### Data supplied
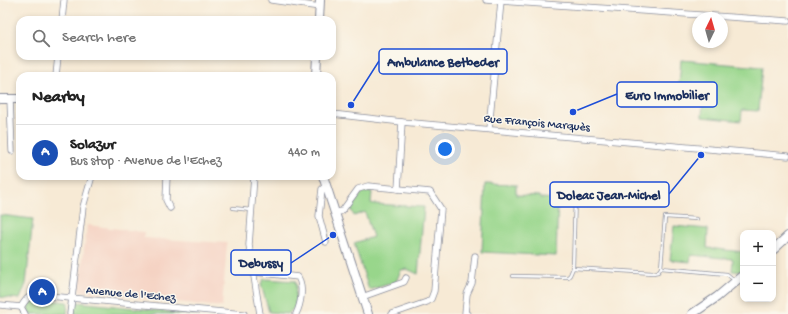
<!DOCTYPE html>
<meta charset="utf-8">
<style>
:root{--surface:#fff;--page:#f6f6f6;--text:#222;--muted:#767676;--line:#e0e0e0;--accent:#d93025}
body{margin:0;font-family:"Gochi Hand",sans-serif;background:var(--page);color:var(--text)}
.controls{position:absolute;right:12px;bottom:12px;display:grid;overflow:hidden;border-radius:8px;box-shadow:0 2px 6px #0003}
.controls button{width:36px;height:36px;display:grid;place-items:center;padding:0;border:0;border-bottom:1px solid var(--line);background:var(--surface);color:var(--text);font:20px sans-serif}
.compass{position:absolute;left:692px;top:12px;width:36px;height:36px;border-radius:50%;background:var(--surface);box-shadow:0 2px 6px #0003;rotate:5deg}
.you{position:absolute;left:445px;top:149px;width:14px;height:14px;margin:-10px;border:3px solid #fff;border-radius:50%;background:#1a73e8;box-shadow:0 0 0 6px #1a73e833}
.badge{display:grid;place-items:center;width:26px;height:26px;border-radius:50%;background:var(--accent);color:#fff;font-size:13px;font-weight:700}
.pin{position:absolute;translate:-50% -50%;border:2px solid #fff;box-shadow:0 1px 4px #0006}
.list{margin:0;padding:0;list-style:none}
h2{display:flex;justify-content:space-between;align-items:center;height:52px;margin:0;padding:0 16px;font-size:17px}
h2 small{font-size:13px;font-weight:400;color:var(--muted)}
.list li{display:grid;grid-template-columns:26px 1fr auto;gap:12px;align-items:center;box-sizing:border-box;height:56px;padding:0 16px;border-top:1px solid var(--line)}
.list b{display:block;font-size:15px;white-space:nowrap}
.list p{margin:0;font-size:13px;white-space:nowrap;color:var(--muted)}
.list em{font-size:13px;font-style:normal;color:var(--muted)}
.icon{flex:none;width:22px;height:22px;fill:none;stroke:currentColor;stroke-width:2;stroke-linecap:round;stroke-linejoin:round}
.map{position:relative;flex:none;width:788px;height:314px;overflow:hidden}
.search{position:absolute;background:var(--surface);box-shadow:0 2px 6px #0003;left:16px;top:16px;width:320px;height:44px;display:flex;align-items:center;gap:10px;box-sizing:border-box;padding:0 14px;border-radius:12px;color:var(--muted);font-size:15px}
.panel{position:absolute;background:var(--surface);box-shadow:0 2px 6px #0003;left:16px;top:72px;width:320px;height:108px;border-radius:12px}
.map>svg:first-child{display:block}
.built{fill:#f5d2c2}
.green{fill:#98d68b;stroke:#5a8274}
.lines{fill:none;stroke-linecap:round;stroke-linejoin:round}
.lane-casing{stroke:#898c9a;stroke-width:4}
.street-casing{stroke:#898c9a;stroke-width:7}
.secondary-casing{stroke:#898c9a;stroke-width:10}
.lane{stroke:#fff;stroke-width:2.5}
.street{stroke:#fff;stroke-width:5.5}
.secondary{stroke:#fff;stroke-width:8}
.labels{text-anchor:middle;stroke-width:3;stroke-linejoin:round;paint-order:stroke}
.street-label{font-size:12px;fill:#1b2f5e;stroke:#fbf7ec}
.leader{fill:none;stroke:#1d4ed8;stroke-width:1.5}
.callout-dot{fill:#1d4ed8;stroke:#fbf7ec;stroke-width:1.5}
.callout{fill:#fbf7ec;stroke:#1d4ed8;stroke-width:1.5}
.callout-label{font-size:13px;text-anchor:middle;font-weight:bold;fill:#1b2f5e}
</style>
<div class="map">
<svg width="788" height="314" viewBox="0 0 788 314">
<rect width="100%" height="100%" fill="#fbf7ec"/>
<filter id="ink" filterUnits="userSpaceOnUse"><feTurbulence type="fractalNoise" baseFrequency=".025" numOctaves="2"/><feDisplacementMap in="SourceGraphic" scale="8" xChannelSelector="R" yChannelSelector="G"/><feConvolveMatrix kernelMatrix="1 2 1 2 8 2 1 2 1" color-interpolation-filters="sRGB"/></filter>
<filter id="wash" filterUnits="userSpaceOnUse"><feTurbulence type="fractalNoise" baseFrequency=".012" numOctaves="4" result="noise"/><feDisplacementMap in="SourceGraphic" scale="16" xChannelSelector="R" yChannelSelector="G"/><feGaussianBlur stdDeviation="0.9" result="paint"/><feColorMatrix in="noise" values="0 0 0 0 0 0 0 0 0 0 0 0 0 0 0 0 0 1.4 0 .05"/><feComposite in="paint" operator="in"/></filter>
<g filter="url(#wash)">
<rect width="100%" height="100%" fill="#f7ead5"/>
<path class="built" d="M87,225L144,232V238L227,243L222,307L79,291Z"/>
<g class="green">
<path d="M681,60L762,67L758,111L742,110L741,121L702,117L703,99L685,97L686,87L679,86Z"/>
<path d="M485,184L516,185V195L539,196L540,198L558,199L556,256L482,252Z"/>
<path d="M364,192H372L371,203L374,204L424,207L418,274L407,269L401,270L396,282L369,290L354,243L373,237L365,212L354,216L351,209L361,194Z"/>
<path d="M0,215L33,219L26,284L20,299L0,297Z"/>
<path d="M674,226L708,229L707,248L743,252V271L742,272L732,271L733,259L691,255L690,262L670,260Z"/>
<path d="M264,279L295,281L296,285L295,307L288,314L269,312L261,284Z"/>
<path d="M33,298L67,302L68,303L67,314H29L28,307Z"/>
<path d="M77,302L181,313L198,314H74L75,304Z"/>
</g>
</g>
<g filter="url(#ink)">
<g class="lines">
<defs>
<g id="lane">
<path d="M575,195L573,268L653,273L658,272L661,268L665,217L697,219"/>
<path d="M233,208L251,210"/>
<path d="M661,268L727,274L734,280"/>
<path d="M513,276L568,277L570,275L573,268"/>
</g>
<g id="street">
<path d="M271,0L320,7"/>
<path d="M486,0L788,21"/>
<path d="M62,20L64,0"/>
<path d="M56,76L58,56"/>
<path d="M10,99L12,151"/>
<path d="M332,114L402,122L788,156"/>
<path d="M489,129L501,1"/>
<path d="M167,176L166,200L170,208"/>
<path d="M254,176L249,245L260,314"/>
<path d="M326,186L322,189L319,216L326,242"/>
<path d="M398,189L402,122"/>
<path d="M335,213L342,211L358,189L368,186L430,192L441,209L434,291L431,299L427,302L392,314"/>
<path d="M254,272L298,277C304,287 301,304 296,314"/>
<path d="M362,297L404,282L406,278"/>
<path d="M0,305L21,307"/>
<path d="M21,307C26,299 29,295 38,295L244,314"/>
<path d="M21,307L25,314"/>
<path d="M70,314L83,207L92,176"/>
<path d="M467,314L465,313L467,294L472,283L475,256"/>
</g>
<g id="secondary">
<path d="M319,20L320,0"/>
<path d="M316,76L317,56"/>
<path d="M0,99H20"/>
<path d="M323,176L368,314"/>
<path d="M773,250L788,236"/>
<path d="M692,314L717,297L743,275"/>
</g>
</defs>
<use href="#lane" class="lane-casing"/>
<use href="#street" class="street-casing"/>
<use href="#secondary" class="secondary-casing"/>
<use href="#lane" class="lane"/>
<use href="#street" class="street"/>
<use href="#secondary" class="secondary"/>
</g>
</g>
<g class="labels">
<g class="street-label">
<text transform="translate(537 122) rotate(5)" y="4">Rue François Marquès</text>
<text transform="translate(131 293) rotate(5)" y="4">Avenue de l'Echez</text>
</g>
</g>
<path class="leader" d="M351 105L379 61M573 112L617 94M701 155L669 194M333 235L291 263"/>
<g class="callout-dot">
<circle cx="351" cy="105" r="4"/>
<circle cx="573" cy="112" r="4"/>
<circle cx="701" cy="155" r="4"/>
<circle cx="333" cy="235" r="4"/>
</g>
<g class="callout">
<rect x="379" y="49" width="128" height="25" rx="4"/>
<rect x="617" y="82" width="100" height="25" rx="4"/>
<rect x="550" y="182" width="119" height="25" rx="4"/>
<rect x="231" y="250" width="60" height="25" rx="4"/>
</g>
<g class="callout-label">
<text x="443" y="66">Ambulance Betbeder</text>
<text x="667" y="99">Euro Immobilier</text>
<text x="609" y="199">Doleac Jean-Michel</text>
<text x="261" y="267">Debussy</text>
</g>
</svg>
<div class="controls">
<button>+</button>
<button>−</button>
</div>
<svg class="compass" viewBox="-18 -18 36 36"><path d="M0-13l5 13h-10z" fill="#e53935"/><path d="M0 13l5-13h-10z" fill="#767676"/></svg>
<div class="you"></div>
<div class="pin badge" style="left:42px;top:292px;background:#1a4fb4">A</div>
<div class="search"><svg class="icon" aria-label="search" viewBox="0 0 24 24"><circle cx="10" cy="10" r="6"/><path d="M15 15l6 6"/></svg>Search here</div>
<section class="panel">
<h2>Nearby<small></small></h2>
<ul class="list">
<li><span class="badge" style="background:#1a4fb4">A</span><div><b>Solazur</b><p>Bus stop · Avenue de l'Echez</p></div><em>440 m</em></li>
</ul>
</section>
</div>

### Required work
Would you filter the entries above and keep each line that has the word "lines"?

### Answer to this problem
.lines{fill:none;stroke-linecap:round;stroke-linejoin:round}
<g class="lines">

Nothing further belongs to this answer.